Washington has used two right tackles: Sam Cosmi and Cornelius Lucas. In recent games, they've rotated both. Cosmi shifted to right guard this past week due to an injury to reinstalled starter Trai Turner. Turner, who missed most of camp, started the season but was eventually replaced by Wes Schweitzer and Saahdiq Charles. But the team turned back to Turner as starter, which would then only last a few weeks when he got injured against Atlanta.Schweitzer spent the offseason working as a backup center as Chase Roullier recovered from a serious leg injury. Roullier and Schweitzer both got injured early in the season, which led to the signing of free agent Nick Martin until Tyler Larsen returned from an achilles injury. Larsen solidified the middle of the line until he suffered a knee injury against the Giants threatening his season, forcing another depth chart shake up.

Protection and cohesion feel like they will ultimately be the key to consistency and productivity.

At the linebacker position, the team spoke often in the offseason of finding some depth. It will definitely be a topic for next offseason as well. Even as the team deploys only two true linebackers in most of their defensive formations, the loss of Cole Holcomb figured to cause a massive void. Until the last couple of weeks, where the Falcons and Giants have found some success on the ground, the defense seemed to have figured out a way to mask being without their leading tackler. Obviously the team hoped Holcomb would return from a midseason foot injury but that's unfortunately not going to happen. The growth of Jamin Davis has been one of the major bright spots of a defense that for two months running was metrically one of the best in the NFL. But once again, the depth at the position could be tested.

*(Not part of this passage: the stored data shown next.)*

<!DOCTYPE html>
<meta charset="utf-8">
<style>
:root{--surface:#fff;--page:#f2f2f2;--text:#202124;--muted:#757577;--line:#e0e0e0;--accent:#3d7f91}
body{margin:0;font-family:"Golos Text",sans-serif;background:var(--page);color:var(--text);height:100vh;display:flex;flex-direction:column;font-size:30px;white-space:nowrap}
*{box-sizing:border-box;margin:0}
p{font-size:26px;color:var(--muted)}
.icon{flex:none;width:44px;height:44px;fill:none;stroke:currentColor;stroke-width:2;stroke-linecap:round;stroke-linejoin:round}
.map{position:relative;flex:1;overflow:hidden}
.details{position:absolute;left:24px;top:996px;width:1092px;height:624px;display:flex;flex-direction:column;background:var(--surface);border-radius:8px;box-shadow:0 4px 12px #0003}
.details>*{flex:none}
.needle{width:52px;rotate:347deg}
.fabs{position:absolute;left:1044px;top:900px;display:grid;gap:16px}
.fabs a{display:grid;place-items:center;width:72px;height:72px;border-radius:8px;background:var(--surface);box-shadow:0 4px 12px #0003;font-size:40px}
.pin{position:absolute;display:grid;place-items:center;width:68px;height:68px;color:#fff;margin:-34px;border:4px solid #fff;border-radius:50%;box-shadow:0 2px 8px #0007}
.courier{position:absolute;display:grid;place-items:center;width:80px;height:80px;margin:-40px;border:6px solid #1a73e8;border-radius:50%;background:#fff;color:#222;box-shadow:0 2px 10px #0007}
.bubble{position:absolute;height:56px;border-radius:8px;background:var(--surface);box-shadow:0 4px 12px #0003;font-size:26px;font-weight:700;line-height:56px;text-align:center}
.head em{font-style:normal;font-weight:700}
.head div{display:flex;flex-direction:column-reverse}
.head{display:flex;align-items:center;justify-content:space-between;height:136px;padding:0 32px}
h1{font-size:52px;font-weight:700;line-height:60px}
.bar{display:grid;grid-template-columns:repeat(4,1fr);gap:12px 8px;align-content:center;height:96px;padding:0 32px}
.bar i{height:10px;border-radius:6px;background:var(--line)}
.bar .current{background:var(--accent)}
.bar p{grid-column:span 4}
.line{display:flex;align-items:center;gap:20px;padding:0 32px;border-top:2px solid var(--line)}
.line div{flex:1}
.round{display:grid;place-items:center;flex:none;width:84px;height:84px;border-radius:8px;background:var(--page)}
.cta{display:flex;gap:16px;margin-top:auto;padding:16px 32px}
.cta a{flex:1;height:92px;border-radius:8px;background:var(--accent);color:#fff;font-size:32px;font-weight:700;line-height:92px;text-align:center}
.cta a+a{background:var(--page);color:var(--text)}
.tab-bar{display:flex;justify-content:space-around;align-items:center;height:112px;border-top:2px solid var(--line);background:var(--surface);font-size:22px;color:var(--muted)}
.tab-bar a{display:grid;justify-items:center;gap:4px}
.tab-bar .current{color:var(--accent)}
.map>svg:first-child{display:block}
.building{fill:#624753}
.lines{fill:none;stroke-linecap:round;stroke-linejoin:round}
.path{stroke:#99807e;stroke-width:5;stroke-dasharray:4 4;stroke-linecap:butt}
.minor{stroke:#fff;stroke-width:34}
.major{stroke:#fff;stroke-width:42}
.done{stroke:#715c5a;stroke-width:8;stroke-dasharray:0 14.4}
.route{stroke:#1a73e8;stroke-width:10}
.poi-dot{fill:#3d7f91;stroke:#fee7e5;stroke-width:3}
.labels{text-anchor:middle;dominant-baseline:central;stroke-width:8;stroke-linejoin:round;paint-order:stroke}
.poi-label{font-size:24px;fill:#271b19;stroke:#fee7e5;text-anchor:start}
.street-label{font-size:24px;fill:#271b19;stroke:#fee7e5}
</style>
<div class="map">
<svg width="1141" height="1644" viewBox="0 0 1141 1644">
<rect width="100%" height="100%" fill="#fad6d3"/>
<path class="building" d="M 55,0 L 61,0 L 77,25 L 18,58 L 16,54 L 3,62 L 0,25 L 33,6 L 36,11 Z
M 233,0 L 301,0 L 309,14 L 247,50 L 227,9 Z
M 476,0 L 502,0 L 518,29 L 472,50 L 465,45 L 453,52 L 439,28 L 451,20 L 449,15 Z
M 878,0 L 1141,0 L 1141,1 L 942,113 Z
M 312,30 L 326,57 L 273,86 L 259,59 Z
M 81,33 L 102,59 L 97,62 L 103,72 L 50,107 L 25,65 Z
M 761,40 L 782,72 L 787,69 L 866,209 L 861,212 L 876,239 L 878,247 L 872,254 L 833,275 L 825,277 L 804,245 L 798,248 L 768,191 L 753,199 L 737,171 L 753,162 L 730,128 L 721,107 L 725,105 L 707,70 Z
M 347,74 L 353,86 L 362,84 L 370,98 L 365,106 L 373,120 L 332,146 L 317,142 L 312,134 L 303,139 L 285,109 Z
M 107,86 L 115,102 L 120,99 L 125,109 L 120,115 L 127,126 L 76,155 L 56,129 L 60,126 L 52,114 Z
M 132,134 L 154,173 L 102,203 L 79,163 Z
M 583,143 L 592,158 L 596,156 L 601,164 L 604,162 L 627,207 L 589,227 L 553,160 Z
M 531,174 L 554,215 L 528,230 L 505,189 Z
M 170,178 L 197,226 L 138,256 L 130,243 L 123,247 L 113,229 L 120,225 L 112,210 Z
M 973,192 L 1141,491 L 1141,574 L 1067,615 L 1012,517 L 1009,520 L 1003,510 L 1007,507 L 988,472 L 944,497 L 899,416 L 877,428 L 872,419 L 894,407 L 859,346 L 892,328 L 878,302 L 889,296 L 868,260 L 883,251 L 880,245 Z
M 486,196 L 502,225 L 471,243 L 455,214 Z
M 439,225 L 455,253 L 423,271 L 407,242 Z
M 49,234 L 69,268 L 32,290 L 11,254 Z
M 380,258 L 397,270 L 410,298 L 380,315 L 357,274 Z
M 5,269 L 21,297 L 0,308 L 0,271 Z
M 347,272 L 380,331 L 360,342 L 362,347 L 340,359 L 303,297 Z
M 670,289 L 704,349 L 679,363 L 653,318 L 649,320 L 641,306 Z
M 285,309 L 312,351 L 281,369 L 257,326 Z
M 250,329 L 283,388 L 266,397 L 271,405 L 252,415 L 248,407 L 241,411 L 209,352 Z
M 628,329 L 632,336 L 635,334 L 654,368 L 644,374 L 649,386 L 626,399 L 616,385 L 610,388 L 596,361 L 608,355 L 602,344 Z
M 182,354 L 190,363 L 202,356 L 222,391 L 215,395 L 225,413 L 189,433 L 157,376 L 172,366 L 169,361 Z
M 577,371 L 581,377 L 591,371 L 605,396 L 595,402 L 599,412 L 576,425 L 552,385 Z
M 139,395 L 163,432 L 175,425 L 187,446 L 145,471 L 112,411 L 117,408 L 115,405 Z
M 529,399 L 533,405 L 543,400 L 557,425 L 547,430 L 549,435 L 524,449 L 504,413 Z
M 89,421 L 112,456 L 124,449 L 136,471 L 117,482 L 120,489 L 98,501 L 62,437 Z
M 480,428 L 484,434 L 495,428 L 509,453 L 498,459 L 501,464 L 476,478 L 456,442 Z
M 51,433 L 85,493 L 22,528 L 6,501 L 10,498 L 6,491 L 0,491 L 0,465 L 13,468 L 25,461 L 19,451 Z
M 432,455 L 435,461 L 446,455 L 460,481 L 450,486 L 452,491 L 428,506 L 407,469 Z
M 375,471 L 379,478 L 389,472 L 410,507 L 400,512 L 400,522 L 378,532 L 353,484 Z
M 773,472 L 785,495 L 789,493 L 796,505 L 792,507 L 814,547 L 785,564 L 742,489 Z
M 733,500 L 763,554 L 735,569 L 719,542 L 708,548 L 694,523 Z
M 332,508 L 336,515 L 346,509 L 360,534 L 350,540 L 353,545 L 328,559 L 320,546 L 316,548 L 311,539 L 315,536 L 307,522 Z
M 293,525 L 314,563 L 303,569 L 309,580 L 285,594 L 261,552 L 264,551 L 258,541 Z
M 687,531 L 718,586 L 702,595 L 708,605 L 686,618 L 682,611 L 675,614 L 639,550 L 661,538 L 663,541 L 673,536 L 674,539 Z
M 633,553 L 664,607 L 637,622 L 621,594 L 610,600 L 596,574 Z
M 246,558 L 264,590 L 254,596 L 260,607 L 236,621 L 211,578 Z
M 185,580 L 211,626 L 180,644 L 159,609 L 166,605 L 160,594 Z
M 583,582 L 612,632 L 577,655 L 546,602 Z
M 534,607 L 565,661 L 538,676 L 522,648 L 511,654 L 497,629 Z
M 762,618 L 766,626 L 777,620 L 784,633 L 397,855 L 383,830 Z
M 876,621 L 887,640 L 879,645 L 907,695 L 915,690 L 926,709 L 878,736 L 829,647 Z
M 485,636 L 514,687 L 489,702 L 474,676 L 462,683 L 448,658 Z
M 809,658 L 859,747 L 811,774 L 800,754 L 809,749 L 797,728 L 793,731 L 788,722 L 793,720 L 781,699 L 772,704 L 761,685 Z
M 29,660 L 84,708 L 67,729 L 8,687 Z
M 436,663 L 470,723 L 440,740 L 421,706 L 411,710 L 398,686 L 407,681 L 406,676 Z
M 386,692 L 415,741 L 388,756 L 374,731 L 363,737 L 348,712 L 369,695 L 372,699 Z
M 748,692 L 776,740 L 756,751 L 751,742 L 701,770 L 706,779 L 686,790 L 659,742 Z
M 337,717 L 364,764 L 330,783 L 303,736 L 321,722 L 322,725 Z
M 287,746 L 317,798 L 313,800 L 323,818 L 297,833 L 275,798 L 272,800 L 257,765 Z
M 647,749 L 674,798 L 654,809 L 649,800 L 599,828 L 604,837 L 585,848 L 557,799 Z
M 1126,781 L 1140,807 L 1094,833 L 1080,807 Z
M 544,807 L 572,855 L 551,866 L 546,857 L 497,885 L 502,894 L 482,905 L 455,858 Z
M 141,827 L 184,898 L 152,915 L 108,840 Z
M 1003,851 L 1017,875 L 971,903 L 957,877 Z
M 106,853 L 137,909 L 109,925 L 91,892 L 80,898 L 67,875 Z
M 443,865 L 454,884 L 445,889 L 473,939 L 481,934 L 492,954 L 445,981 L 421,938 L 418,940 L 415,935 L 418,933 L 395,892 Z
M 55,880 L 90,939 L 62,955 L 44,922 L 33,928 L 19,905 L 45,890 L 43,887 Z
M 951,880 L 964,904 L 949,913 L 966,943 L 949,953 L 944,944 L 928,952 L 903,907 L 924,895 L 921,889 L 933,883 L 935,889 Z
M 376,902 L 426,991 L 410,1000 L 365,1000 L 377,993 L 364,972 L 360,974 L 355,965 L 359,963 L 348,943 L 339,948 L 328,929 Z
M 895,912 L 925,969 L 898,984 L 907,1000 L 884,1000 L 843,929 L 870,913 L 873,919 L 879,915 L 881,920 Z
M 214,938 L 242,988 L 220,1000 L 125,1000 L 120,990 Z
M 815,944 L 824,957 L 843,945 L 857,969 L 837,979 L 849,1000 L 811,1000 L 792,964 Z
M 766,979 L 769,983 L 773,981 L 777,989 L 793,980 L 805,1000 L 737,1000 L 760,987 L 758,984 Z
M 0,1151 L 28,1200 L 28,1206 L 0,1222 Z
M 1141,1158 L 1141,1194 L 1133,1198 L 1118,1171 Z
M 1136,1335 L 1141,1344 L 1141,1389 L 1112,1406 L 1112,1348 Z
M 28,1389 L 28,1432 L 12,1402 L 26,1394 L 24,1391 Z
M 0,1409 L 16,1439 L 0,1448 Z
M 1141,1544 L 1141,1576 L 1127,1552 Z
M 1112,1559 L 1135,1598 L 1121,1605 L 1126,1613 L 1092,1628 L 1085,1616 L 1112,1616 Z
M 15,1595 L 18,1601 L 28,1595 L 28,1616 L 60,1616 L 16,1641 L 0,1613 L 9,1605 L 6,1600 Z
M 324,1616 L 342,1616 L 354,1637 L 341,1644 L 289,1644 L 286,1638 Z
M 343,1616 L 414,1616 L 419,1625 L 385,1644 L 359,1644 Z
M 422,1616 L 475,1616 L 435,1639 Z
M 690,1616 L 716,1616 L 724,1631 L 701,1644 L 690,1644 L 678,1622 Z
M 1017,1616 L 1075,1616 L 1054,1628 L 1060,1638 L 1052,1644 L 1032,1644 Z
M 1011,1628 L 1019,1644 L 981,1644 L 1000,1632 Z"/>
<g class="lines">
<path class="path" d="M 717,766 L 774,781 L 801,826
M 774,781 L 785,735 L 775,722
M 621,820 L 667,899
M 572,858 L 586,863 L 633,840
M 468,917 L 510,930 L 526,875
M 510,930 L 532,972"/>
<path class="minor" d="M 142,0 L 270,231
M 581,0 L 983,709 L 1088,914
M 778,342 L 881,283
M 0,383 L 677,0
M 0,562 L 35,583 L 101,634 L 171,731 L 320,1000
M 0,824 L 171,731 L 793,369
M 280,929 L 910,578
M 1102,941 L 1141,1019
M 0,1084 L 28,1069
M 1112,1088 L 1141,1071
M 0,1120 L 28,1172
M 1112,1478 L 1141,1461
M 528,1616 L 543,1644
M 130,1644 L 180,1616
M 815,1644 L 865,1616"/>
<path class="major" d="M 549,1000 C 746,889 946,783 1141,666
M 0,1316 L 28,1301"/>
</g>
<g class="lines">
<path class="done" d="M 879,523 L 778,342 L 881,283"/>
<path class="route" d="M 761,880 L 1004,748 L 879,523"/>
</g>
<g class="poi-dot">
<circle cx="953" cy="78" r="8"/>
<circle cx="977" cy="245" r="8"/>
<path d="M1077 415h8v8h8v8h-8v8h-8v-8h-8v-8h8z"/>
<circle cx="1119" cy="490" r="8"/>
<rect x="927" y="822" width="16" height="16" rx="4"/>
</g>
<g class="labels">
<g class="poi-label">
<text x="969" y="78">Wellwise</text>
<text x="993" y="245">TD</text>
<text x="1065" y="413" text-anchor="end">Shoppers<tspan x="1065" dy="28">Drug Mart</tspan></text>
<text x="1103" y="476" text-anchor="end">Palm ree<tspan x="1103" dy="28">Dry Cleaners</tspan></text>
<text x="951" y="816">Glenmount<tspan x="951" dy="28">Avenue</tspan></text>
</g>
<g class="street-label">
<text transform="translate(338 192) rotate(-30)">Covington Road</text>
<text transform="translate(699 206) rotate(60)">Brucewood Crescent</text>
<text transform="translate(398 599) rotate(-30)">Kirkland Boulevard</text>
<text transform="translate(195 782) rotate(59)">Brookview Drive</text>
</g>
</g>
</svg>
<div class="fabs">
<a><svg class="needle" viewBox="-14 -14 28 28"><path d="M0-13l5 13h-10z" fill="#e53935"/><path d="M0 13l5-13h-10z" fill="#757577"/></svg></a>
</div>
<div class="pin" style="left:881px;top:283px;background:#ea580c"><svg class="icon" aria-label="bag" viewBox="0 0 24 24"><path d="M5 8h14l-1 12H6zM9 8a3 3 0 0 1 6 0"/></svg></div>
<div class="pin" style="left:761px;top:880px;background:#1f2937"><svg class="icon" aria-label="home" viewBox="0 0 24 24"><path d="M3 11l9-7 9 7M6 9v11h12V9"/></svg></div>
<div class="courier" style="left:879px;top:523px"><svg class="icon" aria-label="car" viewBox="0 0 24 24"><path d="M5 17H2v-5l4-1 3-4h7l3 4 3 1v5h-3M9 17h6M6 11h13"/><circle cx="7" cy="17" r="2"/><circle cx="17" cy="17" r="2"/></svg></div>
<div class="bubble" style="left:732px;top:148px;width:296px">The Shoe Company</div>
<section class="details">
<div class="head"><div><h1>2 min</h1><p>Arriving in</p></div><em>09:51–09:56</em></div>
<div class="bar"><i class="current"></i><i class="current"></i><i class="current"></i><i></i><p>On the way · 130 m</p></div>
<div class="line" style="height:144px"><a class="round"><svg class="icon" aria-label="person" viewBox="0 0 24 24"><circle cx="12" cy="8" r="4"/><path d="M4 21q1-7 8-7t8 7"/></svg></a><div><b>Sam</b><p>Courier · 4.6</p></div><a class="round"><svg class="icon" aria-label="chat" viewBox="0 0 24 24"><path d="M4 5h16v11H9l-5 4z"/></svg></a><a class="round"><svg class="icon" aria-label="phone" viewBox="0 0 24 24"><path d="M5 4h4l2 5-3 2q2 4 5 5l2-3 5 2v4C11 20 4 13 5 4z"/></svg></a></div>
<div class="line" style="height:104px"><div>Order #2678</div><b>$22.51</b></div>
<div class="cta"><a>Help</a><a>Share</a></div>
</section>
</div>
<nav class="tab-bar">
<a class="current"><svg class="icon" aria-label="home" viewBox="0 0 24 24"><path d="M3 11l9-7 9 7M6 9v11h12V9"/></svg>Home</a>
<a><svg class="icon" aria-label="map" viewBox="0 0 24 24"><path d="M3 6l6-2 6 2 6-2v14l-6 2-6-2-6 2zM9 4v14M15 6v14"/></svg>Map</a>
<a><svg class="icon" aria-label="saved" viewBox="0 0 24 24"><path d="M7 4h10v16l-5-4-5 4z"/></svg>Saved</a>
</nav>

At corner, the trade of William Jackson III thinned out a very inexperienced unit. Benjamin St-Juste’s shift from the slot to the outside midseason has been revelatory for the back end of the defense. But an ankle injury causing him to miss the last two games has left the secondary exposed. Currently, three of the last four games are against team's in the NFC playoffs. Can this team join (or in the case of the Giants-leapfrog) them if they have to rely on very young players to make critical play after critical play?

Ultimately, this is not a story with a bleak outlook. And here is why. This team is playing with the quarterback that started the season as the backup and has won six of their last eight. The offensive line issues aren't anything new; go check the weekly starting unit and you'll be hard pressed to find a three-week stretch that was the same unit across the board. The aforementioned Jackson trade shook up the secondary and yet the team is plus-7 in turnovers over the past eight games.

Check out the top photos of the Washington Commanders taking on the New York Giants at MetLife Stadium in Week 13. (Photos by Emilee Fails and Kourtney Carroll/Washington Commanders)

Chase Young has yet to play a game, and as Ron Rivera put it in his Monday's press conference with the media, there is no rush to get him back until he is 100% ready because the defensive line is playing well without him. And that may be the understatement of the year. The trio of Montez Sweat, Daron Payne and Jon Allen are all among the top 10 leaders in tackles for losses by defensive linemen. Payne has already set a season high in sacks and Allen frankly is playing at an all pro level.

As for relying on inexperienced players, as Logan Thomas worked his way back to looking and playing like himself, the team has asked an undrafted free agent, Armani Rogers to play a key role on the offense.

And then there is the example of what happened in New York. When the team needed to go 90 yards to score late against the Giants, the third string center, backup guard (neither who had played for weeks) were part of a pass protection unit that faced the defense that blitzes more than anyone else in the NFL, and it ended in a touchdown. The defense allowed less than 100 second half/overtime yards and made multiple stops in the fourth quarter and beyond.